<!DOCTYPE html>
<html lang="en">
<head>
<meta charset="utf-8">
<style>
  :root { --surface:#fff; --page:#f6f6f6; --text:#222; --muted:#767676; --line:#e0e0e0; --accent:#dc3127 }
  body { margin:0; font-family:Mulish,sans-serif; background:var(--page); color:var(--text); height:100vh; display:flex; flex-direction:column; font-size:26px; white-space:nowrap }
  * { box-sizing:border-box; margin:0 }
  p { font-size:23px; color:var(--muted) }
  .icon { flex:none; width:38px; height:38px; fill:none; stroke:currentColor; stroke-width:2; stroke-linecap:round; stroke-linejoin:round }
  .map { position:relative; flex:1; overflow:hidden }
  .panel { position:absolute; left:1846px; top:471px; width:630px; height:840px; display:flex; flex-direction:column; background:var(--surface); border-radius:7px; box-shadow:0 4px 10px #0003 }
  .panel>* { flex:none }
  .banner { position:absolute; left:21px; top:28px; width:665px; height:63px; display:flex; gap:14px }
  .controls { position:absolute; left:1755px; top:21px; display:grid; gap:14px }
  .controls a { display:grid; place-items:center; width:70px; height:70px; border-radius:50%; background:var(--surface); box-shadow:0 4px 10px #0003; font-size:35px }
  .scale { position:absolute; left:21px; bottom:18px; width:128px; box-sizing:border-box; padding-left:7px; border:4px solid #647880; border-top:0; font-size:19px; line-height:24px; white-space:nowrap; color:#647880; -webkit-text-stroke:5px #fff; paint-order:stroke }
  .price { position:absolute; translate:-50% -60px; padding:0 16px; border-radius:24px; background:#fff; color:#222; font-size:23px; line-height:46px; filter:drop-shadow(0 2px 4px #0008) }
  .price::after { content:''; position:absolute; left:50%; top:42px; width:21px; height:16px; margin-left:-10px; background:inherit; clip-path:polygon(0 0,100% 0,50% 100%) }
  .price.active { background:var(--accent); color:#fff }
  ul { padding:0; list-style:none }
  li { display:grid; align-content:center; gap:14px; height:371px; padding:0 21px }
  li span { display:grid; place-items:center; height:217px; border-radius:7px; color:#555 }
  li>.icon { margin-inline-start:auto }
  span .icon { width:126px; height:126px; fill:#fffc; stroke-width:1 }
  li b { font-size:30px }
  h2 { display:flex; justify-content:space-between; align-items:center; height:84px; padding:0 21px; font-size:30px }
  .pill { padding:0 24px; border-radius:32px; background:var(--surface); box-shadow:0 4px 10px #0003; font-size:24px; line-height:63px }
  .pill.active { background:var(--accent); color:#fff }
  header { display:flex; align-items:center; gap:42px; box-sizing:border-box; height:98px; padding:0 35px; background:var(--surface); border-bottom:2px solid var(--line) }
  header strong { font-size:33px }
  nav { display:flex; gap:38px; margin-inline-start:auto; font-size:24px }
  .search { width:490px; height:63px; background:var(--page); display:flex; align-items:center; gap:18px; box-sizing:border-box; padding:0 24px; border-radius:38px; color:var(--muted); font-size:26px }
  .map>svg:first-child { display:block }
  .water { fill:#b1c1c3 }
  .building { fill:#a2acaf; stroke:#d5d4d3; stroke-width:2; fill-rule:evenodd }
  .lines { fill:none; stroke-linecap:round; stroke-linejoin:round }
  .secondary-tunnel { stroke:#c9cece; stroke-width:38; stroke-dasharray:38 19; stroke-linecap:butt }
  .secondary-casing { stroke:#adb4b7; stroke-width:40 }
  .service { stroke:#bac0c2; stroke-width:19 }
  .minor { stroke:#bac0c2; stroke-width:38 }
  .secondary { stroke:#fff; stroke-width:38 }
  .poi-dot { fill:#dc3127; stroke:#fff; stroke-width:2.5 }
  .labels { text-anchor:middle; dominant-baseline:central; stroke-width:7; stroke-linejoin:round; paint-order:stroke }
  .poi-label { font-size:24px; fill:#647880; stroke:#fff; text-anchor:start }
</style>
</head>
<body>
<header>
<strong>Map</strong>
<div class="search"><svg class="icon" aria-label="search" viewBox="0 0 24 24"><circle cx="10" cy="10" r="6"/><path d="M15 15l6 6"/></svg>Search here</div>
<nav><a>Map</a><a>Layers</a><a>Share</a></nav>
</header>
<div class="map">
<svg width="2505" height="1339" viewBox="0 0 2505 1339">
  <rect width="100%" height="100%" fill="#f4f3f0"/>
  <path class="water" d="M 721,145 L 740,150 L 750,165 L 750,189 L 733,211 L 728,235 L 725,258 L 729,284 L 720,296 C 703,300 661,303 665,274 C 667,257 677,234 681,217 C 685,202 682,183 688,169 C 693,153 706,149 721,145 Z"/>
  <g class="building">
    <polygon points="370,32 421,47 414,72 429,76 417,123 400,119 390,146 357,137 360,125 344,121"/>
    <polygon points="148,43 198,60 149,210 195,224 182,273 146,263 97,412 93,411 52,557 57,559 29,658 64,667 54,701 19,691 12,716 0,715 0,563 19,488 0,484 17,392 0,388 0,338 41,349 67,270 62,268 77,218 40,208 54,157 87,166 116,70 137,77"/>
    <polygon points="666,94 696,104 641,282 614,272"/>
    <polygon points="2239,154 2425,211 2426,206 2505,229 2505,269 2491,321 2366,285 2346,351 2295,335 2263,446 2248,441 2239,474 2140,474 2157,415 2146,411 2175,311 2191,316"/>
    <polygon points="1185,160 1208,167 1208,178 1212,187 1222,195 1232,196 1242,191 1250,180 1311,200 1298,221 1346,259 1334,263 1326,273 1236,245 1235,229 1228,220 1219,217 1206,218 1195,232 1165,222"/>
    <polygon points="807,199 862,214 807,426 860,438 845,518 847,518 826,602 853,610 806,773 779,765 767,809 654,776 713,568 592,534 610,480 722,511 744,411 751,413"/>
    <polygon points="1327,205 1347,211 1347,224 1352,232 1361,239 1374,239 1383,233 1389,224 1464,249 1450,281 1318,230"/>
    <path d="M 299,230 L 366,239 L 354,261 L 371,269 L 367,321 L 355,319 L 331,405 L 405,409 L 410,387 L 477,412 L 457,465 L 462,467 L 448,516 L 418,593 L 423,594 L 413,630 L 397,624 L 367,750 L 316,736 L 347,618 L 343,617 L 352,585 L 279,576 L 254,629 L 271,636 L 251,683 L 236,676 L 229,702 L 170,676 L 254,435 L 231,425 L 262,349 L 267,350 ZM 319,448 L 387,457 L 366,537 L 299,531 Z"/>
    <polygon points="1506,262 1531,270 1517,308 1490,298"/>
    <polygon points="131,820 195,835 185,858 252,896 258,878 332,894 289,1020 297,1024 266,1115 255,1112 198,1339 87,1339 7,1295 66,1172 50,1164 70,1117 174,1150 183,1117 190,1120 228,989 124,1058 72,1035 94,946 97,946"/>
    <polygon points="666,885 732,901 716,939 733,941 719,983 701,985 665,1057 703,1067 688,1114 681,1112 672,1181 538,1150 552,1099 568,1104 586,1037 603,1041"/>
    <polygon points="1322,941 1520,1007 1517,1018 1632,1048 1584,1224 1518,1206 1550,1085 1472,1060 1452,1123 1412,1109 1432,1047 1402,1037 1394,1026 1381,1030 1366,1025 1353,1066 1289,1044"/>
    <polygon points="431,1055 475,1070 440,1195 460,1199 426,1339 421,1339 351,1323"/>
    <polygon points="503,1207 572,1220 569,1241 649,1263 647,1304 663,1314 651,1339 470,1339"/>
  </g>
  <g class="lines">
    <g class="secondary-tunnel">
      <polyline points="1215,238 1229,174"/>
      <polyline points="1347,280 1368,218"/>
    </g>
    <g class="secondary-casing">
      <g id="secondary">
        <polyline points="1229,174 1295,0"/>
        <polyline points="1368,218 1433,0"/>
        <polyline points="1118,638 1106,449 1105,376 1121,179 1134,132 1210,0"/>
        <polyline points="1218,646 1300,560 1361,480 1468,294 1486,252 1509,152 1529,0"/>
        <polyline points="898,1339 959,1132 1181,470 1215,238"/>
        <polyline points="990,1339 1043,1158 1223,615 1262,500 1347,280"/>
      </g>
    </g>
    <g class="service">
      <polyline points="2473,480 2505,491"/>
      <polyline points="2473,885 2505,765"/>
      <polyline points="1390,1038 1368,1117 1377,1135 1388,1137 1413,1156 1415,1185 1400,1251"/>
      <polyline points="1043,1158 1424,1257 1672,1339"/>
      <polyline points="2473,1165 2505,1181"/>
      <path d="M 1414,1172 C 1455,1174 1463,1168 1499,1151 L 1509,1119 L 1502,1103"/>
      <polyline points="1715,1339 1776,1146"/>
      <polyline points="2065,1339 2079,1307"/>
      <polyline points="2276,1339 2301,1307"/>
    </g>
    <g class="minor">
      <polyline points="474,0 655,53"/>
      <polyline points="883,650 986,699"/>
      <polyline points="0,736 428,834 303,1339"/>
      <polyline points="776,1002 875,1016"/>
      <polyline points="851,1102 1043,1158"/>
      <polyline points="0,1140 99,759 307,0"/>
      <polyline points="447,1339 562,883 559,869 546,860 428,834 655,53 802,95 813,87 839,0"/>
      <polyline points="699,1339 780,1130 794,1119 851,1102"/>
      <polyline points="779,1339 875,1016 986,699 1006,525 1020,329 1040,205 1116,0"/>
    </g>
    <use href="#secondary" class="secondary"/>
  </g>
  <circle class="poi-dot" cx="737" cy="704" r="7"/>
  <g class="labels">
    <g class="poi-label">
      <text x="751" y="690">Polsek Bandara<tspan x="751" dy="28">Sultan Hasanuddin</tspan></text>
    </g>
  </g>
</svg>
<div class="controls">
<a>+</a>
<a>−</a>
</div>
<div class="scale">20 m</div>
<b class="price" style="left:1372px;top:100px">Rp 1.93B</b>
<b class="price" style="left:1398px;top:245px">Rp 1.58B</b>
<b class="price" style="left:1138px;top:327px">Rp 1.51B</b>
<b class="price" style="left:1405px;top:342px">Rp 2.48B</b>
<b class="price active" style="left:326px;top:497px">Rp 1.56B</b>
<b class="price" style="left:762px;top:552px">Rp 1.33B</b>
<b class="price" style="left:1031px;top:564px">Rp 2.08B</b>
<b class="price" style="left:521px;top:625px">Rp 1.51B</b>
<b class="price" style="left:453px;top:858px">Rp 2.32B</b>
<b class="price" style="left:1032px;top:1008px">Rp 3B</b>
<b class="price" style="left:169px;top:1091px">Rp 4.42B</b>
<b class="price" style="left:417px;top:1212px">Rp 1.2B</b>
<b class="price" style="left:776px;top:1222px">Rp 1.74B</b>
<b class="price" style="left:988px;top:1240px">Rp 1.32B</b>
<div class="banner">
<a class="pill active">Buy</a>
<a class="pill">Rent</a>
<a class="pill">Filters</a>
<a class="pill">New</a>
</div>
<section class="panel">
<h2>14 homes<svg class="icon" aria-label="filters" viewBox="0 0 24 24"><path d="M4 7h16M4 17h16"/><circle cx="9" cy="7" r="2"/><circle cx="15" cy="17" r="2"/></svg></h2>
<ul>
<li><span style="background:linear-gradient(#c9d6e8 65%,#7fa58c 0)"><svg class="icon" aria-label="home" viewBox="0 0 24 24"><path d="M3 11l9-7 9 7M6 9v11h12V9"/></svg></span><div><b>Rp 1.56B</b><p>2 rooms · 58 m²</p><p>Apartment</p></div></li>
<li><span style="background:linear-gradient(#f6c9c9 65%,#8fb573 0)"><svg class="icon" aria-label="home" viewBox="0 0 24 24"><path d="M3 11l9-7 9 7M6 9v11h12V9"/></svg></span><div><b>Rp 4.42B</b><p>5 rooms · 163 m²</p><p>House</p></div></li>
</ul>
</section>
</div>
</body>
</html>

=-=-=-=-=

An exact copy of the lines above, from the one containing "margin:0; font-family:Mulish,sans-serif; background:var(--page);" through the one containing "position:absolute; translate:-50% -60px;", is the whole of the answer.

[COMPLETED EXERCISE]
  body { margin:0; font-family:Mulish,sans-serif; background:var(--page); color:var(--text); height:100vh; display:flex; flex-direction:column; font-size:26px; white-space:nowrap }
  * { box-sizing:border-box; margin:0 }
  p { font-size:23px; color:var(--muted) }
  .icon { flex:none; width:38px; height:38px; fill:none; stroke:currentColor; stroke-width:2; stroke-linecap:round; stroke-linejoin:round }
  .map { position:relative; flex:1; overflow:hidden }
  .panel { position:absolute; left:1846px; top:471px; width:630px; height:840px; display:flex; flex-direction:column; background:var(--surface); border-radius:7px; box-shadow:0 4px 10px #0003 }
  .panel>* { flex:none }
  .banner { position:absolute; left:21px; top:28px; width:665px; height:63px; display:flex; gap:14px }
  .controls { position:absolute; left:1755px; top:21px; display:grid; gap:14px }
  .controls a { display:grid; place-items:center; width:70px; height:70px; border-radius:50%; background:var(--surface); box-shadow:0 4px 10px #0003; font-size:35px }
  .scale { position:absolute; left:21px; bottom:18px; width:128px; box-sizing:border-box; padding-left:7px; border:4px solid #647880; border-top:0; font-size:19px; line-height:24px; white-space:nowrap; color:#647880; -webkit-text-stroke:5px #fff; paint-order:stroke }
  .price { position:absolute; translate:-50% -60px; padding:0 16px; border-radius:24px; background:#fff; color:#222; font-size:23px; line-height:46px; filter:drop-shadow(0 2px 4px #0008) }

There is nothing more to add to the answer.